All you are really pointing out is that tree rings in particular make lousy proxies, because tree growth rates are highly multivariate and because any process you use to include or exclude specific trees on the basis of IMAGINED confounding processes are open opportunities for undetectable confirmation bias to creep into your assessment. You can only reject trees if you think you know the answer they are supposed to be providing, outside of the usual statistical process of rejecting extreme outliers. But one of the problems with Bayesian reasoning in this context is that one man’s Bayesian prior can all too easily become another man’s confirmation bias that prejudices a particular answer. One has to have a systematic way of reassessing the posterior probabilities based on data.
But data is what this approach can never obtain. We cannot ever know the temperatures in the remote, pre-thermometric past. Hell, we can barely assess them now, with thermometers! One could do a multi-proxy analysis, using things like O18 levels that might be a completely independent proxy with independent confounding errors to improve Bayesian confidence levels, but I’ve always thought “dendroclimatology” is largely nonsense because of my work on random number generator testers (dieharder).
Here’s an interesting question. Once upon a time, before computer generation of pseudorandom numbers became cheap and reliable in situ, books like the CRC handbook or Abramowitz and Stegun (tables) often included pages of “tested” random numbers for people to use in Monte Carlo computations done basically by hand. Even into the 90’s, one of the premier experts on random number generators and testing (George Marsaglia) distributed tables of a few million “certified” random numbers — sets that passed his diehard battery of random number generator tests — along with the tests themselves on a CD you could buy. What is wrong with this picture?

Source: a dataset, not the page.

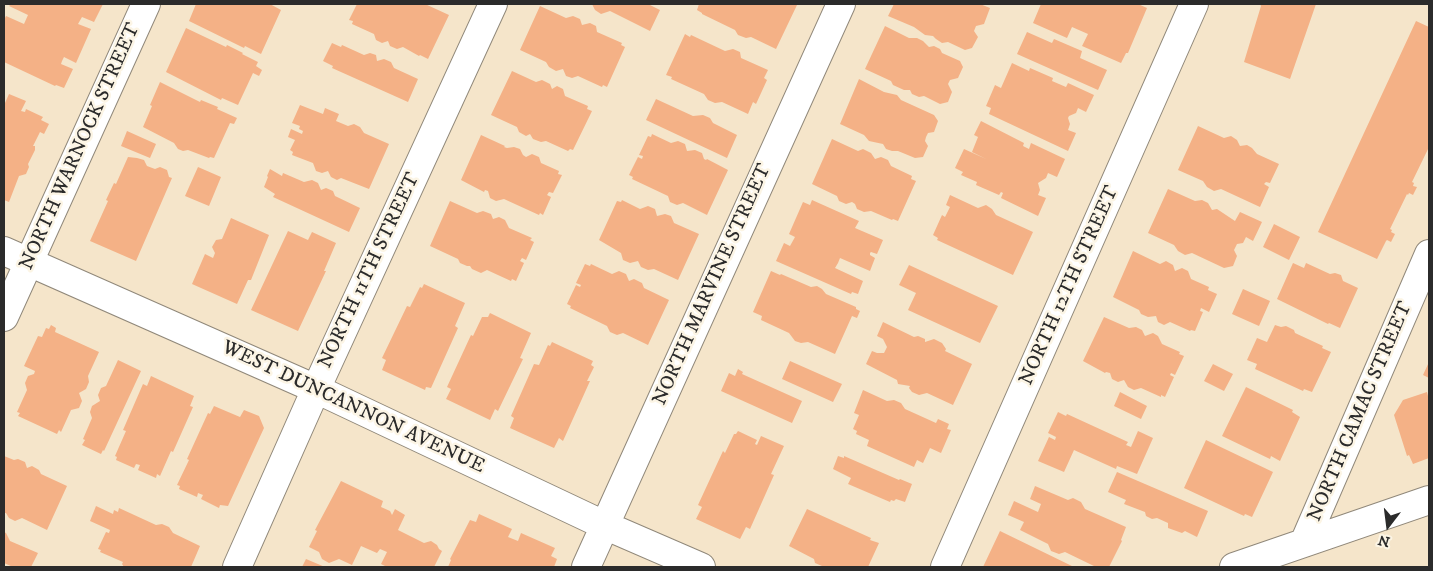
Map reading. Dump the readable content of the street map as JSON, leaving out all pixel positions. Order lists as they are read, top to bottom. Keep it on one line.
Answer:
{"streets":{"street":["NORTH WARNOCK STREET","NORTH 11TH STREET","NORTH MARVINE STREET","NORTH 12TH STREET","WEST DUNCANNON AVENUE","NORTH CAMAC STREET"]},"crossings":[["NORTH WARNOCK STREET","WEST DUNCANNON AVENUE"],["NORTH 11TH STREET","WEST DUNCANNON AVENUE"],["NORTH MARVINE STREET","WEST DUNCANNON AVENUE"]],"north":"bottom"}
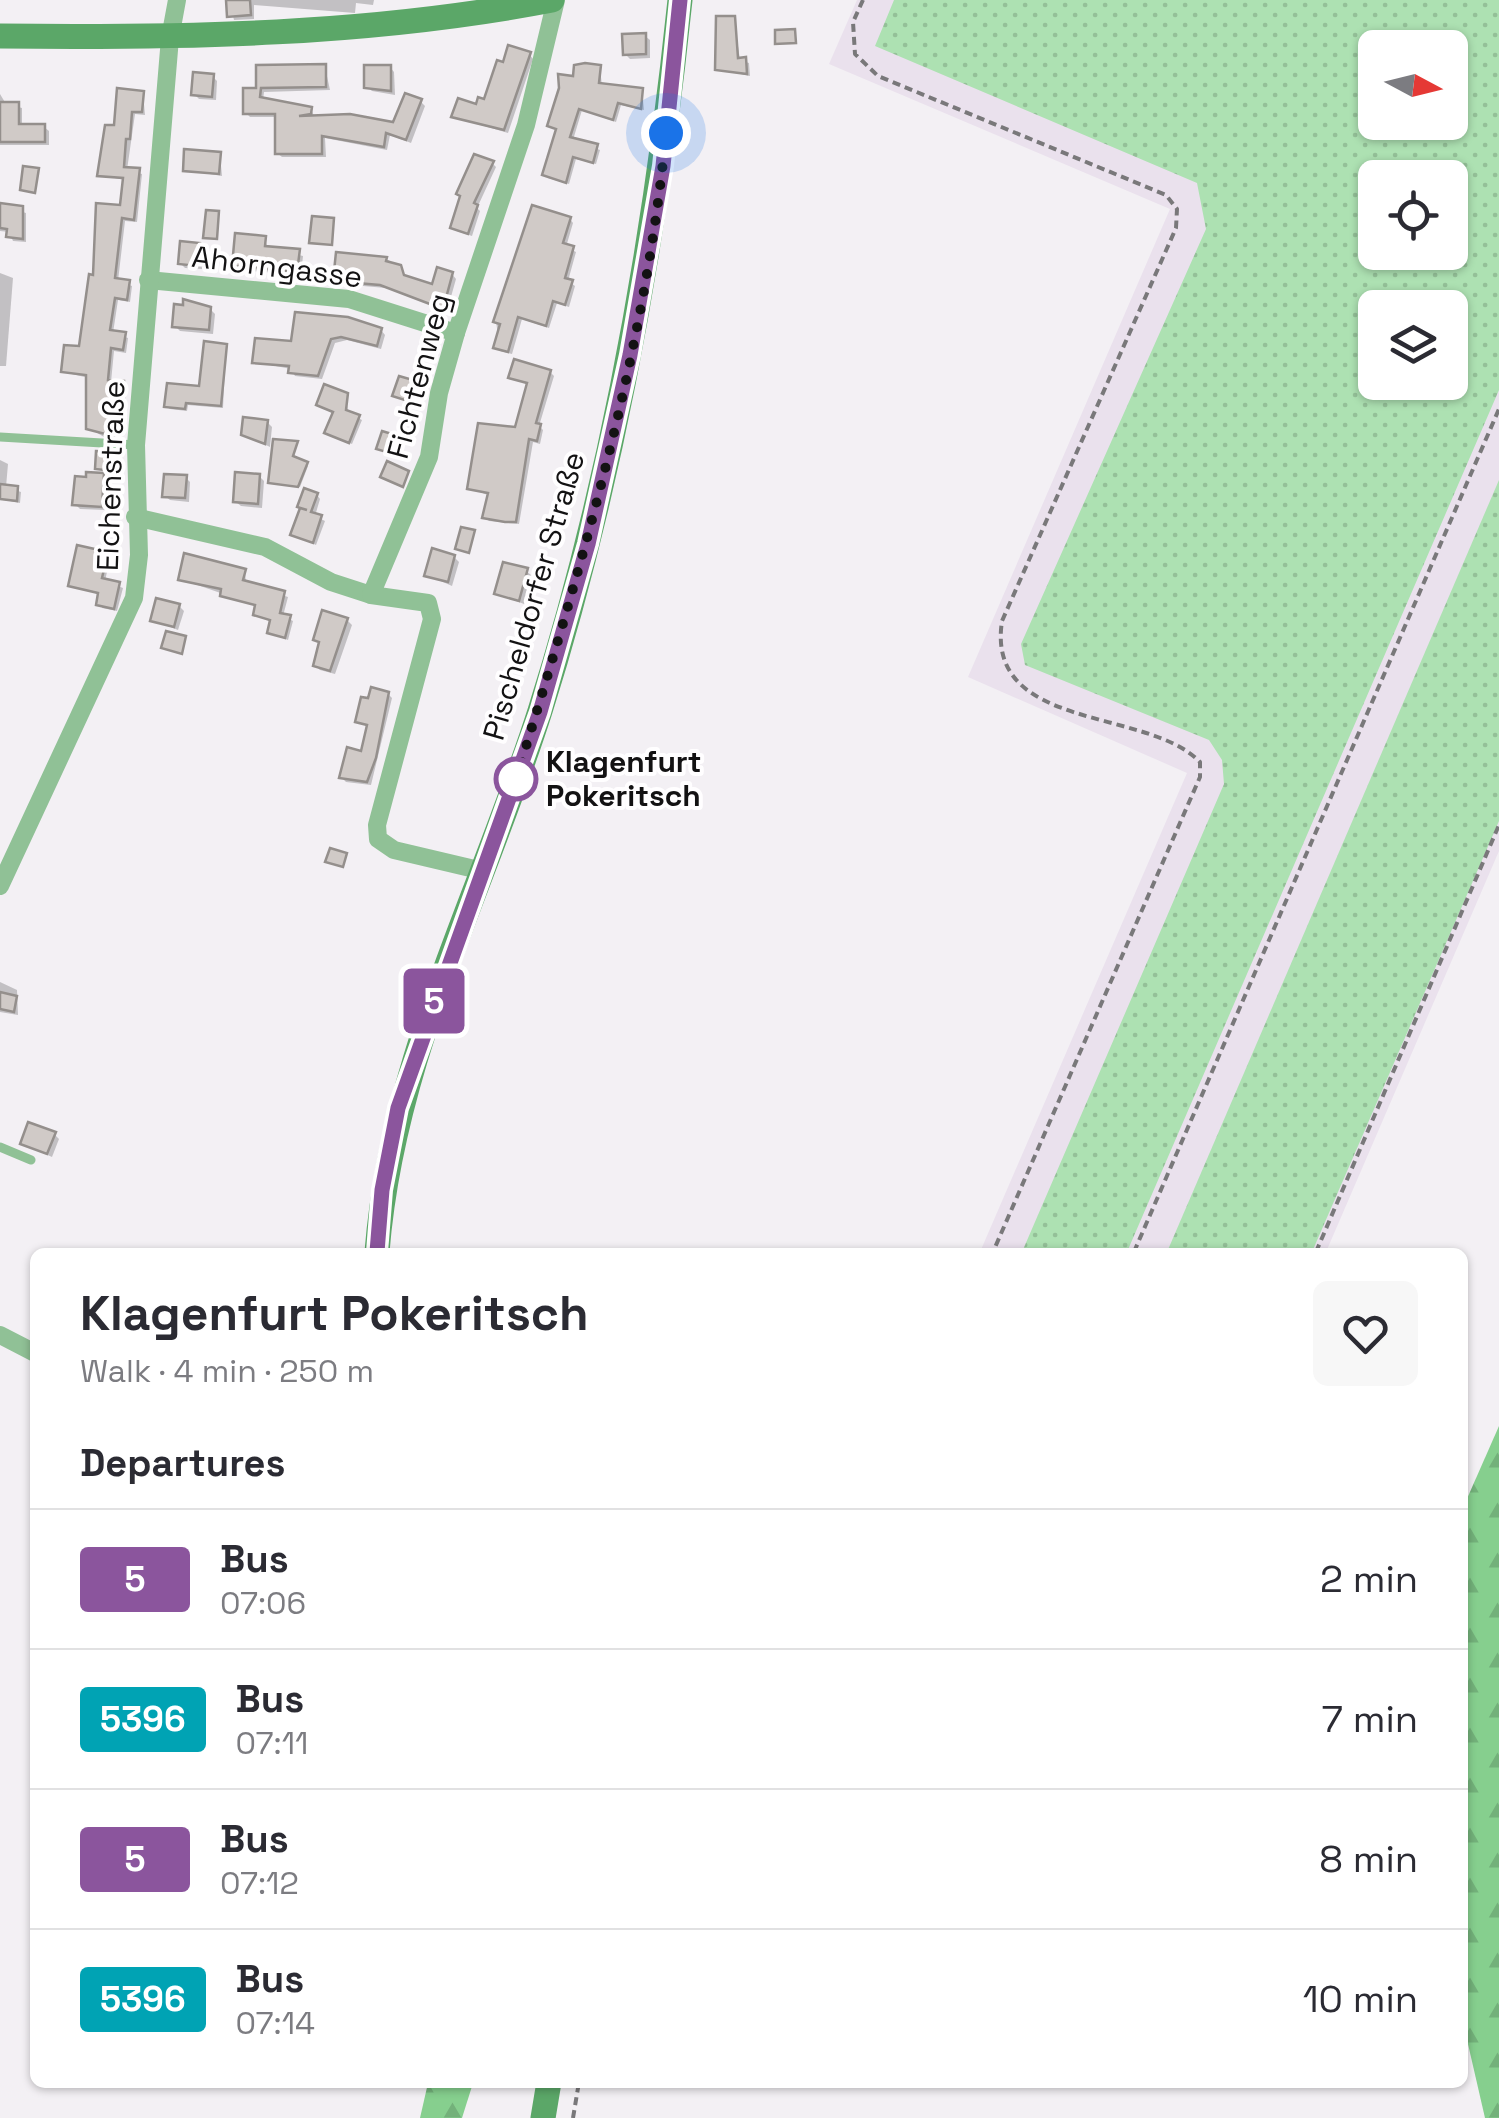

Random number generators are tested on the basis of a pure (null) hypothesis test. One assumes that the generator is a perfect generator (and that the test is a perfect test!), uses it to generate some systematically improvable/predictable statistic that can be computed precisely some other way, and then compute the probability of getting the answer you got from using the RNG if it were a perfect RNG. In case this is obscure, consider testing a coin, presumed to be 50-50 heads and tails. If we flip the coin 100 times and record the number of heads (say) we know that the distribution of outcomes should be the well-known binomial distribution. We know exactly how (un)likely it is to get (say) 75 heads and 25 tails — it’s a number that really, really wants to be zero. If we have a coin that produces 75 heads and 25 tails, we compute this probability — known as the p-value of the test — and if it is very, very low, we conclude that it is very, very unlikely that a fair coin would produce this outcome, and hence it is very, very unlikely that the coin is, indeed, the unbiased coin we assumed that it was. We falsify the null hypothesis by the data.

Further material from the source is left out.